Miliband under attack in papers

http://news.bbc.co.uk/go/rss/-/1/hi/uk/7602543.stm

Version 0 of 1.

Foreign Secretary - and possible Labour leader of the future - David Miliband receives some less than flattering coverage in Sunday's papers.

The Observer says he has come under a "venomous" attack from the leader the union Unite, who believes he is "smug" and "arrogant".

The Mail on Sunday seems to agree. It accuses Mr Miliband of overusing the Queen's Flight private jet - "he thinks he is more important than he is", it says.

Meanwhile, David Cameron bluntly tells the Sunday Telegraph: "If my foreign secretary behaved like that, I'd sack him."

'No open borders'

Two papers lead with an apparent call from a cross-party group of MPs to cap the number of immigrants allowed to settle permanently in the UK.

The Sunday Times says that "until recently immigration was regarded as a no-go area for politicians".

But things are now changing, it writes. "The debate is too important to ignore or to be swept under the carpet."

The Sunday Express insists that current rates of immigration are "unsustainable". "We are happy for people to come to work here, but we cant have open borders," its editorial says.

Meat-free Mondays?

The Independent on Sunday leads with "trailblazing research" which tries to explain Britain's bulging waistline.

"Pollution can make children fat", a Spanish study has found. "Exposure to a range of common chemicals before birth sets up a baby to grow up stout."

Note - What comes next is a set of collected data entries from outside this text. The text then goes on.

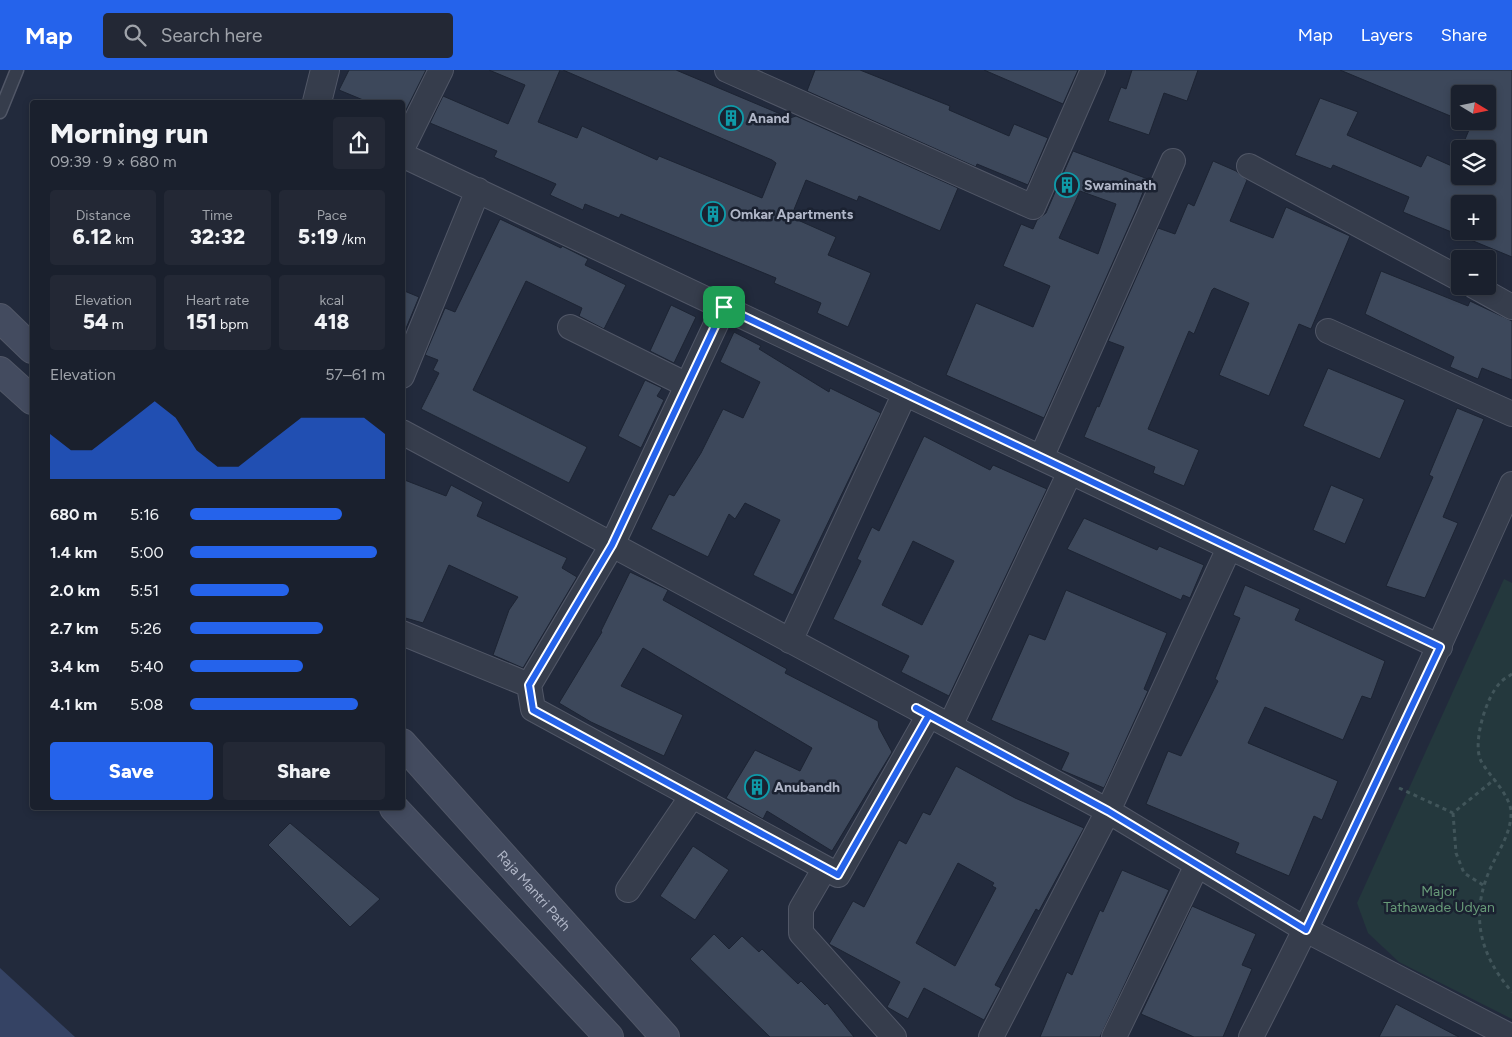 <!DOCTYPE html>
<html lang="en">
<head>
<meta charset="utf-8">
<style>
	:root { --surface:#1a202d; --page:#232835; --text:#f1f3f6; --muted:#9fa3aa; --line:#383e49; --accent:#2563eb }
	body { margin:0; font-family:Figtree,sans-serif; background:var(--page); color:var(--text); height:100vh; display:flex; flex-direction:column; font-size:19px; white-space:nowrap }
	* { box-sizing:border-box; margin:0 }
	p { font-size:16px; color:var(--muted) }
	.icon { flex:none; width:28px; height:28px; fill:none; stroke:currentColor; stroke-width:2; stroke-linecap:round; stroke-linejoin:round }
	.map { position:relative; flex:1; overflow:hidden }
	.side { position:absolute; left:30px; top:30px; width:375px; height:710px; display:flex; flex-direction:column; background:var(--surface); border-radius:5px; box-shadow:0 2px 8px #0003,0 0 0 1px var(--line) }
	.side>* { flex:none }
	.needle { width:32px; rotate:100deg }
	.fabs { position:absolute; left:1451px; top:15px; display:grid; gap:10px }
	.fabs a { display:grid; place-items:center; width:45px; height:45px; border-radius:5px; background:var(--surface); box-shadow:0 2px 8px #0003,0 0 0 1px var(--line); font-size:25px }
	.pin { position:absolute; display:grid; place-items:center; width:42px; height:42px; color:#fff; margin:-21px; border-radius:10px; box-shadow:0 2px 8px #0006 }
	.round { display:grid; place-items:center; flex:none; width:52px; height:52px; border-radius:5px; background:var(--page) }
	.head { display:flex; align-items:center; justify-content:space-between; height:85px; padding:0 20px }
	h1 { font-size:28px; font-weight:800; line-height:38px }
	.metrics { display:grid; grid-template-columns:repeat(3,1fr); gap:8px; height:85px; padding:5px 20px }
	.metrics div { display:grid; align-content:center; border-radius:5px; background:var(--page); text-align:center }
	.metrics b { font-size:21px; font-weight:800 }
	.metrics small { font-size:14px; font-weight:400 }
	.metrics p { font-size:14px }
	.chart { height:140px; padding:10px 20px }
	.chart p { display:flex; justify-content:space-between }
	.chart svg { width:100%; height:90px; margin-top:5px; fill:var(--accent); opacity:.7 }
	.button { display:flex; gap:10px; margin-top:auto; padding:10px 20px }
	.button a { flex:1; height:58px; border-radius:5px; background:var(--accent); color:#fff; font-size:20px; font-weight:800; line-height:58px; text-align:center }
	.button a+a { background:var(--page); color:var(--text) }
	ul { padding:0 20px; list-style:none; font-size:16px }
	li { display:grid; grid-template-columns:80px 60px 1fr; align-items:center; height:38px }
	li i { height:12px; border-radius:6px; background:var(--accent) }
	header { display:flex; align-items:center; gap:30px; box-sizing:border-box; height:70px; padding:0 25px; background:var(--accent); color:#fff }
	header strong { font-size:24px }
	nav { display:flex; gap:28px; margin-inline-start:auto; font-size:18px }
	.search { width:350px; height:45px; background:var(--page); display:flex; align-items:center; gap:12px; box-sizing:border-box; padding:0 18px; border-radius:5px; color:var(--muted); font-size:19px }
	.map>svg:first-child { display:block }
	.green { fill:#24383d }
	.water { fill:#354364 }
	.building { fill:#3d485b; stroke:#1d2433; fill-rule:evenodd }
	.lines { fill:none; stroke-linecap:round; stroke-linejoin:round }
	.service-casing { stroke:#515767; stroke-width:15 }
	.minor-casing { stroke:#515767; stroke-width:26 }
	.tertiary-casing { stroke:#515767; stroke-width:30 }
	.secondary-casing { stroke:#515767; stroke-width:30 }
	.path { stroke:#41555a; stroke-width:3; stroke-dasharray:4 4; stroke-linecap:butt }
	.service { stroke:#363d4c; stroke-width:12 }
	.minor { stroke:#363d4c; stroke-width:24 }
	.tertiary { stroke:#363d4c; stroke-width:28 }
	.secondary { stroke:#434b5f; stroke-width:28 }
	.route-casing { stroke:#fff; stroke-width:10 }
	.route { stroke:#2563eb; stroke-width:6 }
	.labels { text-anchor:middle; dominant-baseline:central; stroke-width:5; stroke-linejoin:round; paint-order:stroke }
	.poi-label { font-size:14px; font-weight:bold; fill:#b1b7c8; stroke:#1b2231; text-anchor:start }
	.street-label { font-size:14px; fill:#b1b7c8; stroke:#1b2231 }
	.park-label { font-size:14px; fill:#679a78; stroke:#1b2231 }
</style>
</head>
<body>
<header>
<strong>Map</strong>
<div class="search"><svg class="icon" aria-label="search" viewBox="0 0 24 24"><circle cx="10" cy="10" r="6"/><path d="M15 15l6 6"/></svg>Search here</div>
<nav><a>Map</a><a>Layers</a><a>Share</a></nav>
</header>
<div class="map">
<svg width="1512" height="967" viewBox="0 0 1512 967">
	<rect width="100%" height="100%" fill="#222a3c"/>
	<path class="green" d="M1504 509 1512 513V949L1399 892 1368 863 1357 833Z"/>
	<path class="water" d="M0 898 75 967H0Z"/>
	<path class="building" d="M349 0H426L405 42 402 41V32H368L339 20Z
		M489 0H560L538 52 577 68 582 56 657 90 659 86 762 128 776 93 772 90 563 0H676L790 48 796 46 958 118 940 161 859 126 857 131 806 110 791 147 836 167 828 185 871 203 848 257 817 243 821 233 774 213 776 208 621 144 619 148 585 134 583 140 550 125 556 114 494 87 497 81 430 53 443 26 508 54 525 15Z
		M815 0H860L950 36 949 40 1009 66 1014 54 1048 68 1028 115 977 94 976 97 807 21Z
		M984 0H1078L1063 34Z
		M1132 0H1198L1187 31 1164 23 1149 65 1108 51 1121 17 1126 19Z
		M1340 0H1512V187L1403 142 1409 127 1333 95 1331 99 1295 85 1320 28 1358 42 1347 65 1421 97 1427 85 1454 97 1460 81V106H1488V79H1461L1471 55 1462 51H1488V24H1460V50ZM1460 134H1488V161H1460Z
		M1073 81 1148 109 1137 138 1044 348 946 305 976 233 1033 257 1050 216 1003 196 1021 154 1033 159 1037 150 1046 143ZM1080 121 1116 134 1098 184 1059 168Z
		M1213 91 1236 101 1247 110 1230 151 1273 168 1286 137 1350 166 1311 259 1299 254 1269 326 1219 305 1249 233 1214 218 1212 220 1194 264 1189 261 1148 359 1199 380 1184 416 1153 403 1155 397 1084 367 1097 336 1099 337 1124 277 1108 271 1158 158 1175 164 1188 133 1194 136Z
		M500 149 561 178 562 176 588 189 585 195 626 215 604 259 579 246 582 238 526 211 473 320 587 377 569 413 421 339 439 303 433 300 438 290 425 285 445 238 455 242Z
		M1381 201 1468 236 1470 231 1512 251V310L1482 298 1478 309 1450 297 1454 287 1365 244Z
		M402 220 419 227 402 268Z
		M671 235 696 247 674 293 650 281Z
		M734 262 761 276 759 279 829 322 830 318 881 343 793 525 753 505 780 450 745 433 735 449 729 444 708 487 651 459 669 424 674 426 701 383 723 339 743 348 760 312 720 292Z
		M1328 298 1405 330 1380 389 1303 356Z
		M645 310 662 318 657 326 664 330 641 378 618 366Z
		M1457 338 1484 349 1443 447 1458 453 1425 528 1386 516 1433 407 1429 405Z
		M924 366 990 400 993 395 1047 419 949 626 901 602 909 586 833 549 861 491 857 489 872 457 879 461ZM913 471 954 491 922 555 882 535Z
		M402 409 446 426 451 415 483 432 477 446 567 488 562 498 577 507 523 598 493 585 509 540 518 527 449 495 423 553 402 547Z
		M1331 415 1364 429 1345 474 1313 460Z
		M1084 448 1157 480 1159 476 1204 495 1190 528 1183 525 1181 530 1067 479Z
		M630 502 668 520 663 530 787 599 785 603 878 651 879 658 892 682 832 781 767 741 763 749 726 728 755 680 800 701 812 678 643 578 621 616 683 645 664 686 591 652 559 633 602 562 601 561Z
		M1245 515 1300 539 1295 550 1385 591 1371 629 1362 626 1343 670 1265 637 1248 673 1338 711 1322 750 1314 746 1289 806 1235 783 1239 773 1146 734 1168 681 1181 686 1218 611 1215 609 1240 548 1233 545Z
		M1066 520 1167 563 1144 619 1148 621 1104 718 1061 700 1069 683 991 650 1029 564 1045 570Z
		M956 696 1015 728 1084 758 1039 841 1036 839 995 915 1001 918 984 950 924 918 908 949 887 937 900 912 829 874 853 831 864 837 899 770 906 774 923 742 930 745ZM958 793 994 813 992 816 996 818 955 896 916 873Z
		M290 753 380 829 350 857 268 775Z
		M693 776 729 800 695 850 660 826Z
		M1122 800 1169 820 1100 967H1040L1067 902 1072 905 1100 840 1103 842Z
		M1192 836 1256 864 1242 895 1252 899 1223 967H1194L1141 944Z
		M714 864 729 879 742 866 759 882 762 879 798 914 801 911 825 935 827 933 854 967H770L690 889Z
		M1396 934 1459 967H1379Z"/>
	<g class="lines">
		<defs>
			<path id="service" d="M0 42 17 0"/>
			<path id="minor" d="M727 0 1033 137 1093 0
				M402 79 441 0
				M402 85 1440 577
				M1249 96 1460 209
				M1474 216 1512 237
				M724 237 612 475 529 615 533 639 825 798
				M570 257 687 315
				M1328 261 1512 344
				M402 306 478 120
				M402 362 1108 741 1306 860 1512 967
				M1041 388 1173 91
				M402 563 529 615
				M790 571 905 323
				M950 656 1070 402
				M628 820 692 726
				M894 967 801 863V839L825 798 838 805 929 645 916 638
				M991 967 1108 741 1229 478
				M1114 967 1197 795
				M1251 967C1344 786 1429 600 1512 414"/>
			<path id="tertiary" d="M317 32 325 0"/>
			<g id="secondary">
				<path d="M0 248 32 279"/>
				<path d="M0 301 32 330"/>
				<path id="s1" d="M402 673 665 967"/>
				<path d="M394 738 609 967"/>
			</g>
		</defs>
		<use href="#service" class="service-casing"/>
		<use href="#minor" class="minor-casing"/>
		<use href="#tertiary" class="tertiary-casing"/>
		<use href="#secondary" class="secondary-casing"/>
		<path class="path" d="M1512 604C1508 607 1503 609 1500 613 1486 627 1472 673 1481 691 1490 707 1507 721 1511 740 1512 760 1501 777 1493 793 1469 841 1478 883 1512 922
			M1399 718 1453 743 1495 709
			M1453 743 1456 783 1464 803 1483 815"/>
		<use href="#service" class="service"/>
		<use href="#minor" class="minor"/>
		<use href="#tertiary" class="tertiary"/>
		<use href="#secondary" class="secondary"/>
	</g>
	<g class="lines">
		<defs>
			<path id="route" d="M724 237 1440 577 1306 860 1108 741 916 638 929 645 838 805 533 640 529 615 612 475Z"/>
		</defs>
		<use href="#route" class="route-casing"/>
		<use href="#route" class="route"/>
	</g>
	<defs>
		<symbol id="building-ring" viewBox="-11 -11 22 22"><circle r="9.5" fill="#1b2231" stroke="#0f9aa8" stroke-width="1.5"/><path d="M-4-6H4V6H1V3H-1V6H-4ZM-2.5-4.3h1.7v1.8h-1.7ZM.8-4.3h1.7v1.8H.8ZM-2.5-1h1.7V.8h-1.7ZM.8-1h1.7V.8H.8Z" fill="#0f9aa8"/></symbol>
	</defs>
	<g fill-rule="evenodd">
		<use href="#building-ring" x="717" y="34" width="28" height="28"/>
		<use href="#building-ring" x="1053" y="101" width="28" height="28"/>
		<use href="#building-ring" x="699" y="130" width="28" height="28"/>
		<use href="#building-ring" x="743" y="703" width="28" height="28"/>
	</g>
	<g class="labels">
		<g class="poi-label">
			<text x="748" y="48">Anand</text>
			<text x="1084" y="115">Swaminath</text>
			<text x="730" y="144">Omkar Apartments</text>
			<text x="774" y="717">Anubandh</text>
		</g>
		<g class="street-label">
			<text stroke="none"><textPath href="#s1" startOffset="198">Raja Mantri Path</textPath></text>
		</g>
		<g class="park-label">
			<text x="1439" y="821">Major<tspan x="1439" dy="16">Tathawade Udyan</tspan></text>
		</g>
	</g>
</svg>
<div class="fabs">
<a><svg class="needle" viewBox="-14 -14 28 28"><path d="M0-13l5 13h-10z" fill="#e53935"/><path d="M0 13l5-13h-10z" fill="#9fa3aa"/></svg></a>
<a><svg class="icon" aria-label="layers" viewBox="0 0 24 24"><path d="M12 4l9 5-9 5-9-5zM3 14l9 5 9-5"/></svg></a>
<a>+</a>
<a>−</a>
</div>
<div class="pin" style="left:724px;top:237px;background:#1e9e55"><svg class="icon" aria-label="arrive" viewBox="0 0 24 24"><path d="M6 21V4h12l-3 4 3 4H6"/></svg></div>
<section class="side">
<div class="head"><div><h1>Morning run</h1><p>09:39 · 9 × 680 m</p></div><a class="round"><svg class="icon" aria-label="share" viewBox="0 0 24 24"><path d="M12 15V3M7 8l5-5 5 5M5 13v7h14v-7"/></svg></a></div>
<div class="metrics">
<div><p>Distance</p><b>6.12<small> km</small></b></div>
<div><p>Time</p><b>32:32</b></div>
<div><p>Pace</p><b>5:19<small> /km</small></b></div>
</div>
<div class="metrics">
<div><p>Elevation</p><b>54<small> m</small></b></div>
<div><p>Heart rate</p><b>151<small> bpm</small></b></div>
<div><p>kcal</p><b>418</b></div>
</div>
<div class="chart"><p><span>Elevation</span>57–61 m</p>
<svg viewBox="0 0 160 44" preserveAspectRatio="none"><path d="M0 44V22L10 30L20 30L30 22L40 14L50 6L60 14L70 30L80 38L90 38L100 30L110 22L120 14L130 14L140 14L150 14L160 22V44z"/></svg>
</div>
<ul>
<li><b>680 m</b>5:16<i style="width:78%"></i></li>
<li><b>1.4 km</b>5:00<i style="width:96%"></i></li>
<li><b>2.0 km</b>5:51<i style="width:51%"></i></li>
<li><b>2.7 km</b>5:26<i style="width:68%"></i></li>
<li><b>3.4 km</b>5:40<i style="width:58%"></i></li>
<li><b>4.1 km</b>5:08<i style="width:86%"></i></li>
</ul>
<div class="button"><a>Save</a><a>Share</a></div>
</section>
</div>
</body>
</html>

Also on the subject of pollution, the head of the UN's panel on climate change tells the Observer that people should have one meat-free day a week in order to help tackle global warming.

It says methane emitted by cows is 23 times more harmful than carbon dioxide.

'Limp start'

England's 2-0 win over Andorra in the football World Cup qualifiers does not draw much praise.

The News of the World says "Hot Cole" - goal scorer Joe Cole - was "England's only spark" in a lacklustre display.

"Too often England were guilty of poor crossing", the Sunday Mirror feels. Even Cole could only "silence some of the boos from the travelling England fans".

The Sunday Telegraph labels it a "limp start" as "England laboured to break down the 186th-best team in the world".